Vaudeville and vaudeville-type performances always seemed to go hand-in-hand with technical advances that appeared during the format's lifetime. From the birth of recorded sound and soon thereafter the motion picture film, and throughout the development of the talking film, vaudeville routines were captured in great numbers, either by the original performers or interpreted by others. Most curiously, all of this happened seemingly without much thought given to the fact that a live and original performance, once caught on shellac or celluloid and then duplicated and widely distributed, made the original performance something vastly less the "event" it once was --- it's commercial value immediately diminished by a competing form of public entertainment.

Indeed, by the time talkies firmly took hold and countless theaters ceased vaudeville performances in favor of continuous talking film presentations, how many vaudevillians faced the odd dilemma of being thrown out of work, replaced by their own images, in short films that they so willingly agreed to appear in months before? Many would migrate to radio, others would gamely plug on aboard a train destined for oblivion, and the great majority would simply move on with their lives and leave behind yellowed scrapbooks and recordings ultimately destined for destruction or rediscovery decades ahead in the future.

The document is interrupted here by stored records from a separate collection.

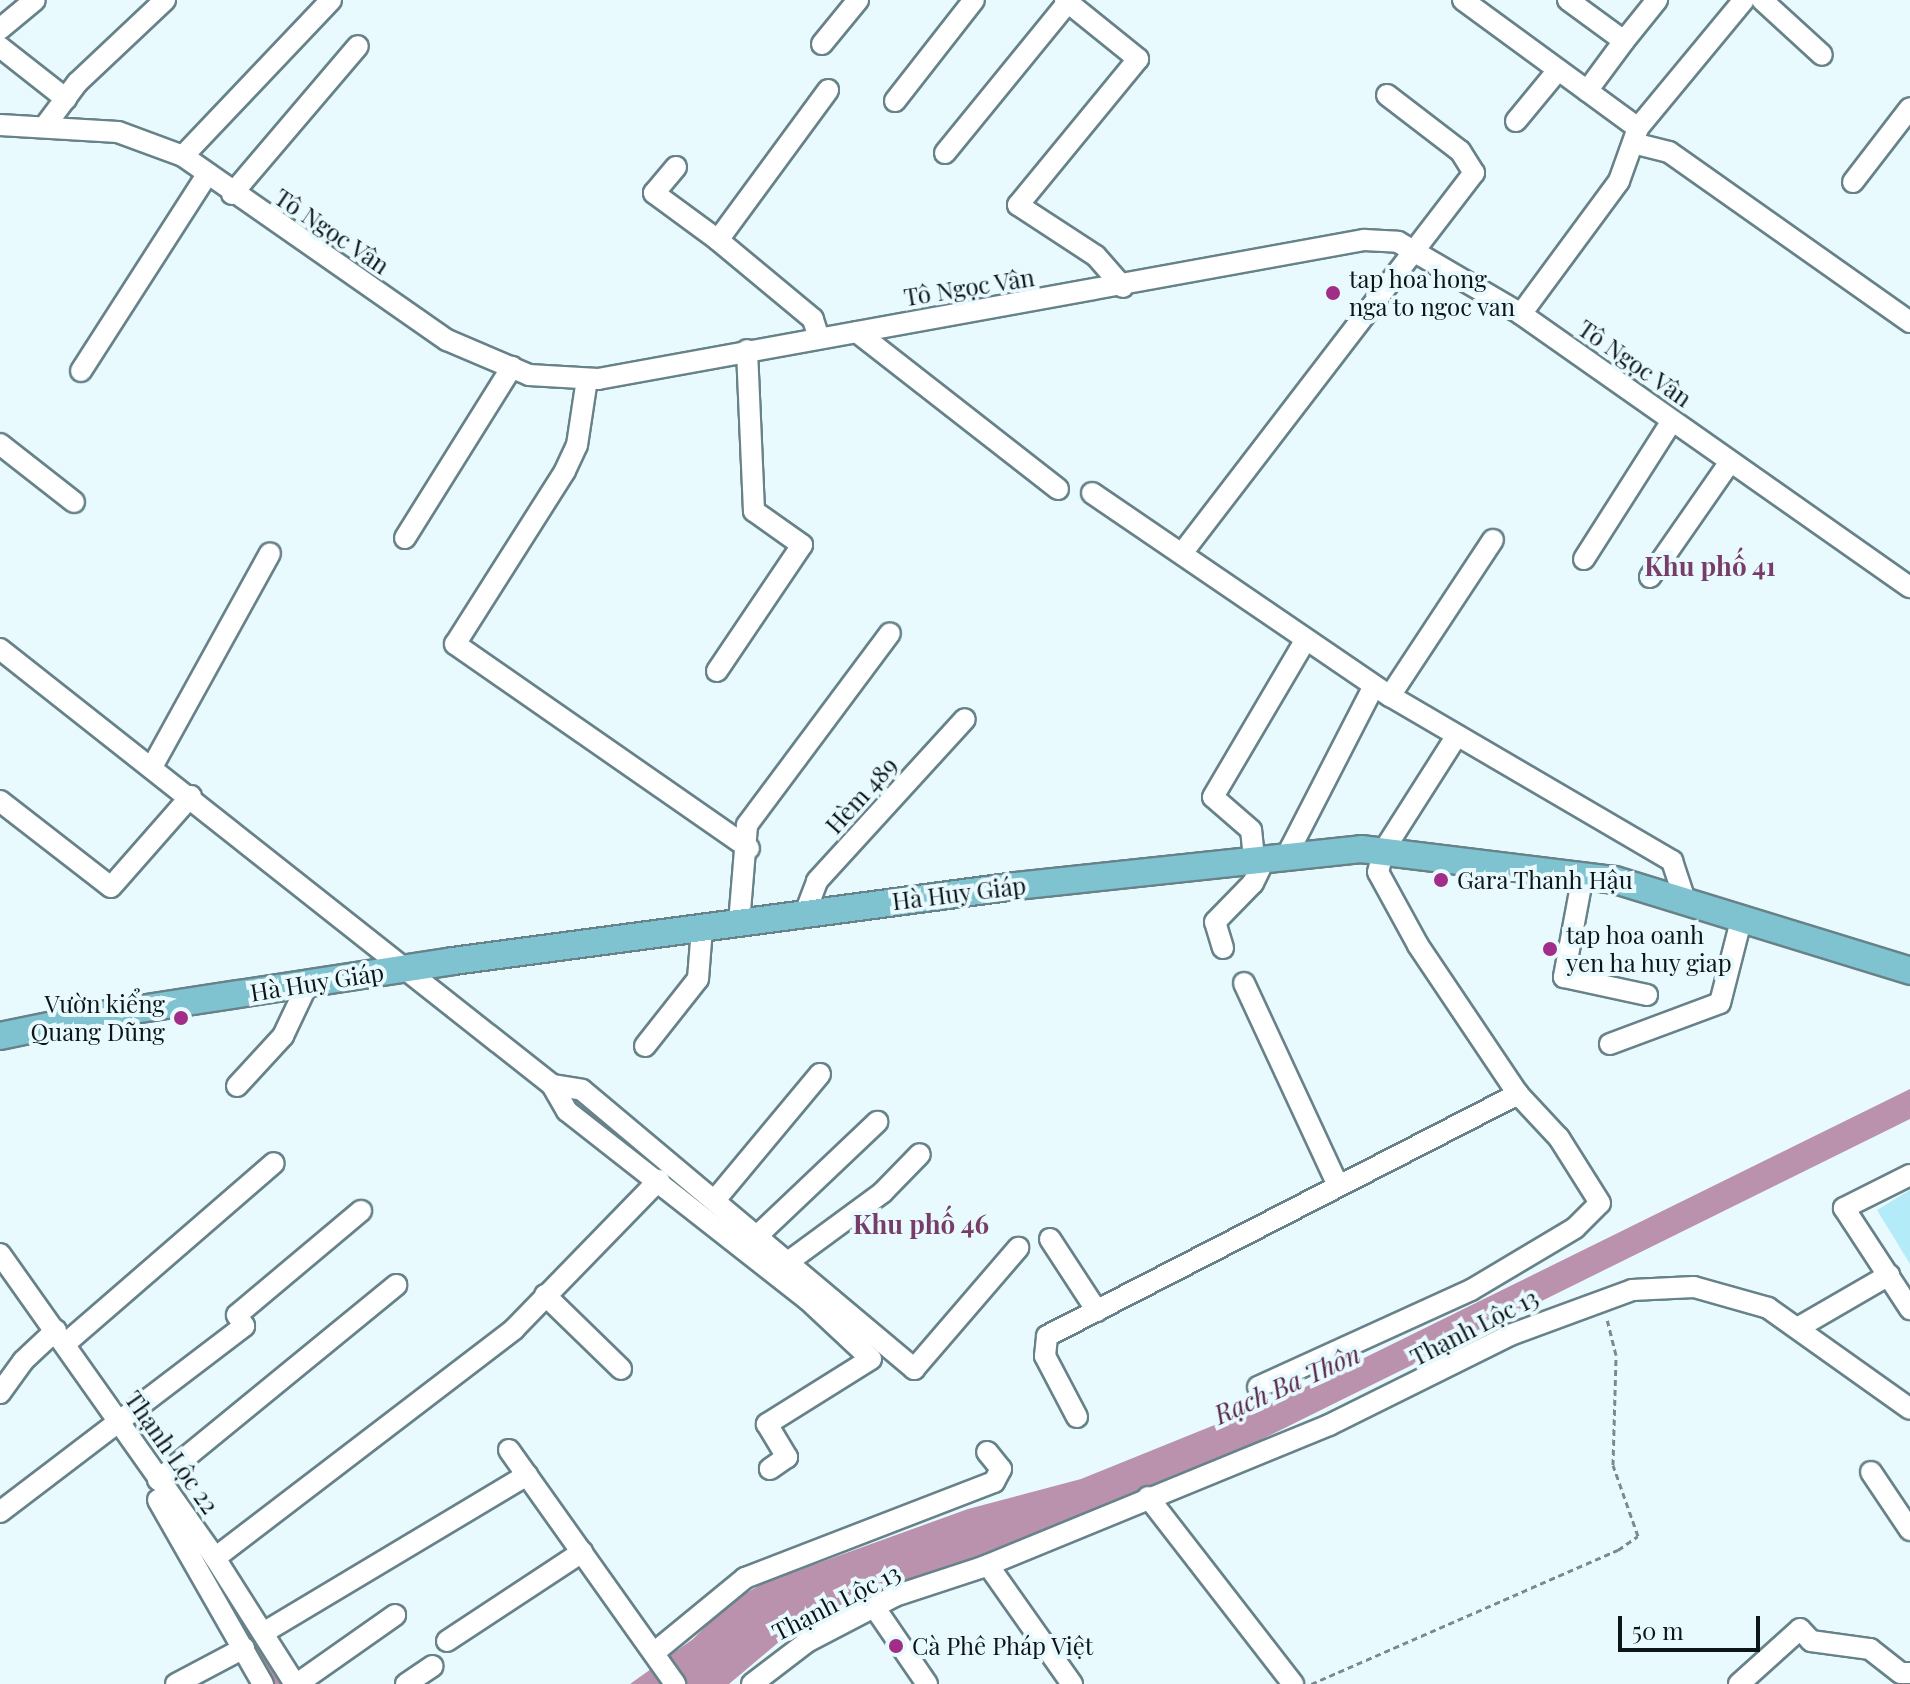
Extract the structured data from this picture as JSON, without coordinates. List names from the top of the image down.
{
  "streets": {
    "main road": ["Hà Huy Giáp"],
    "street": [
      "Tô Ngọc Vân",
      "Hèm 489",
      "Thạnh Lộc 13",
      "Thạnh Lộc 22"
    ]
  },
  "crossings": [
    ["Hèm 489", "Hà Huy Giáp"]
  ],
  "districts": ["Khu phố 41", "Khu phố 46"],
  "water": ["Rạch Ba Thôn"],
  "places": [
    "tap hoa hong nga to ngoc van",
    "Gara Thanh Hậu",
    "tap hoa oanh yen ha huy giap",
    "Vườn kiểng Quang Dũng",
    "Cà Phê Pháp Việt"
  ],
  "scale_bar": "50 m"
}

Here then, a sampling of voices you may have never heard, from another time and place...

The unrivaled beauty of her day, Lillian Russell (1860-1922).. Voluptuous, elegant and possessing a certain indefinable something that captured the public fancy in a way we can't easily understand today. Actress and contemporary Marie Dressler would later remember, "I can still recall the rush of pure awe that marked her entrance on the stage. And then the thunderous applause that swept from orchestra to gallery, to the very roof." It's difficult to equate the tremulous, unremarkable voice heard in the following 1902 recording with a woman widely accepted as the sensation of her day, but perhaps --- in the end --- that fact says much more of us than of Miss Russell.

"Come Down, Ma' Evenin' Star" (1902)
From "Twirly Whirly"
Weber & Fields' Broadway Musical Hall
247 Performances

"Come Down, Ma' Evenin' Star" (1902)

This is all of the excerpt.